Your instructions:
Exactly and without additions, transcribe the line that contains "Instruction: Transcribe the" and every line after it in the data.

________

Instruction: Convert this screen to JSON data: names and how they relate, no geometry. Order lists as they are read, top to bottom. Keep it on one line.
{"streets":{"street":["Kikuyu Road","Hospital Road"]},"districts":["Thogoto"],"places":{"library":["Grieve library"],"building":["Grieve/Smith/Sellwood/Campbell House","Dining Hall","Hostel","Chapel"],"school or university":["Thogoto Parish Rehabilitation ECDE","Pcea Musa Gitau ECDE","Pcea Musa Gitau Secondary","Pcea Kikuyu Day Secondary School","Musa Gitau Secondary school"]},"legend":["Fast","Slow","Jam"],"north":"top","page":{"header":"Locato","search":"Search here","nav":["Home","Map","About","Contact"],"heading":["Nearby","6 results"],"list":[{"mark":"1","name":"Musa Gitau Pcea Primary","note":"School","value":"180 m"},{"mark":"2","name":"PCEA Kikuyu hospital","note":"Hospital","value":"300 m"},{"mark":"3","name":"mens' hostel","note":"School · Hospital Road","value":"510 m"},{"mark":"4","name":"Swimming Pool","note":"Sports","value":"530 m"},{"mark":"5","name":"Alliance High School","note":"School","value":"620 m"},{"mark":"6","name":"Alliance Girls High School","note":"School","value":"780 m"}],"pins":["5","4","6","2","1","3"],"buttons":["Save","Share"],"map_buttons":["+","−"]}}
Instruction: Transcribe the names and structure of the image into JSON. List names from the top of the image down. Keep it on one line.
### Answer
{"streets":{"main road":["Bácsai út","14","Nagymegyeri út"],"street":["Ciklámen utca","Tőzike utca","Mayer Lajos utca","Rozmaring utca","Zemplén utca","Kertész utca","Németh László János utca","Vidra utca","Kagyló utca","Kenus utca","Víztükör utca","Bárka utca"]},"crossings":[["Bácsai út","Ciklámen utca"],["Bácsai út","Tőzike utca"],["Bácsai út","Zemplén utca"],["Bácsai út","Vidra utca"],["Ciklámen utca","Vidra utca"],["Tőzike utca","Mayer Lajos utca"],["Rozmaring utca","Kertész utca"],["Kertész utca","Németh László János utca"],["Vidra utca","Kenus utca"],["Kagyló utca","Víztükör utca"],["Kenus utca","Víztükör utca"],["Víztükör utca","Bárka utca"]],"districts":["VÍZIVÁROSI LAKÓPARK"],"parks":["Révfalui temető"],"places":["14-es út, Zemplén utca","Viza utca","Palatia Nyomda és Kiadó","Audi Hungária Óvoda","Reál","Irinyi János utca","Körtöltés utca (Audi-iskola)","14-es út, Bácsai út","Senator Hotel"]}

________

Answer for the task:
Instruction: Transcribe the names and structure of the image into JSON. List names from the top of the image down. Keep it on one line.
### Answer
{"streets":{"main road":["Bácsai út","14","Nagymegyeri út"],"street":["Ciklámen utca","Tőzike utca","Mayer Lajos utca","Rozmaring utca","Zemplén utca","Kertész utca","Németh László János utca","Vidra utca","Kagyló utca","Kenus utca","Víztükör utca","Bárka utca"]},"crossings":[["Bácsai út","Ciklámen utca"],["Bácsai út","Tőzike utca"],["Bácsai út","Zemplén utca"],["Bácsai út","Vidra utca"],["Ciklámen utca","Vidra utca"],["Tőzike utca","Mayer Lajos utca"],["Rozmaring utca","Kertész utca"],["Kertész utca","Németh László János utca"],["Vidra utca","Kenus utca"],["Kagyló utca","Víztükör utca"],["Kenus utca","Víztükör utca"],["Víztükör utca","Bárka utca"]],"districts":["VÍZIVÁROSI LAKÓPARK"],"parks":["Révfalui temető"],"places":["14-es út, Zemplén utca","Viza utca","Palatia Nyomda és Kiadó","Audi Hungária Óvoda","Reál","Irinyi János utca","Körtöltés utca (Audi-iskola)","14-es út, Bácsai út","Senator Hotel"]}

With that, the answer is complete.